# the oak tree inn truro (feb 2011 )



## muppet (Mar 19, 2011)

the oak tree inn has been bought by Newquay-based Walker Developments and have been given permission to build a car wash and café on the land in 2009. looked like a nice pub once even had leccy in one room . pics arent the best sorry

























































































didnt try the pint wasnt that brave 




and this is what is left now


----------



## Goldie87 (Mar 19, 2011)

Nice that you got some pics, always a shame to see a pub go


----------



## smiler (Mar 20, 2011)

Fair Play Muppet,
It was a great find by you, but next time could you maybe give me a wee bit of warning before you light the f*****g place up, frightened the life out of me you did.


----------



## swanseamale47 (Mar 20, 2011)

Goldie87 said:


> Nice that you got some pics, always a shame to see a pub go



I read somewhere theres about 30 a day closing across the country, sad but with the recession it may get worse, it seems people are drinking at home to save money.


----------



## weldybren (Mar 20, 2011)

Used to frequent this place quite a bit. shame. 
wasnt aware it was a walker job, that bloke must own half of cornwall by now!


----------



## muppet (Mar 20, 2011)

weldybren said:


> Used to frequent this place quite a bit. shame.
> wasnt aware it was a walker job, that bloke must own half of cornwall by now!

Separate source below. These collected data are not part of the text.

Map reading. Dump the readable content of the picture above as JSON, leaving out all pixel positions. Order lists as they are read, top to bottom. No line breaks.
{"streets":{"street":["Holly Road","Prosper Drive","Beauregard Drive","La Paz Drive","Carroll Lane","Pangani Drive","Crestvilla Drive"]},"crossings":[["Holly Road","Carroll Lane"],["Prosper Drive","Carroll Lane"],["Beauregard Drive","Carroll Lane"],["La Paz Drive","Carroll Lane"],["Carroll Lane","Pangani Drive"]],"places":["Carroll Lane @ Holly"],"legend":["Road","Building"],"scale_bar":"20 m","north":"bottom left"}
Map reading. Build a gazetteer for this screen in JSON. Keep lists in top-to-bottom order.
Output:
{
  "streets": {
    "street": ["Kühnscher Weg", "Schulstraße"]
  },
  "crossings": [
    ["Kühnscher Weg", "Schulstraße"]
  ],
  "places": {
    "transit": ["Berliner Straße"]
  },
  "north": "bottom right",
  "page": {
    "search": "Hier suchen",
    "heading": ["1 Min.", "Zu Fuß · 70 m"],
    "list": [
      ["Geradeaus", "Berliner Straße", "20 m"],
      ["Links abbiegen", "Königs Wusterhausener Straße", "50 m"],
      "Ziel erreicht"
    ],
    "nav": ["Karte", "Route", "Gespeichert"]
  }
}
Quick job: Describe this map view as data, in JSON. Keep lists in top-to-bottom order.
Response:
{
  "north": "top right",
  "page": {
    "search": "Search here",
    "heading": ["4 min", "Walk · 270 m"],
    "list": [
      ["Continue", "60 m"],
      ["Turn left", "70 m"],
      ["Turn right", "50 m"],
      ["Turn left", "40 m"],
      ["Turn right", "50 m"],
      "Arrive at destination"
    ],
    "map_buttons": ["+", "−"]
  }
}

you know him aswell he owns a load of land oppisite the garage i rent wants to build on that to


----------



## weldybren (Mar 20, 2011)

did loads of work for 'them' when they refurbed their premises a few years back, half of padstow, a few places in truro and monkey tree. i think the padstow thing was in response to mr steins attempt at domination  hehe


----------



## J_a_t_33 (Mar 26, 2011)

Explorer dog!!! Another good find there! So many places to explore in Cornwall!


----------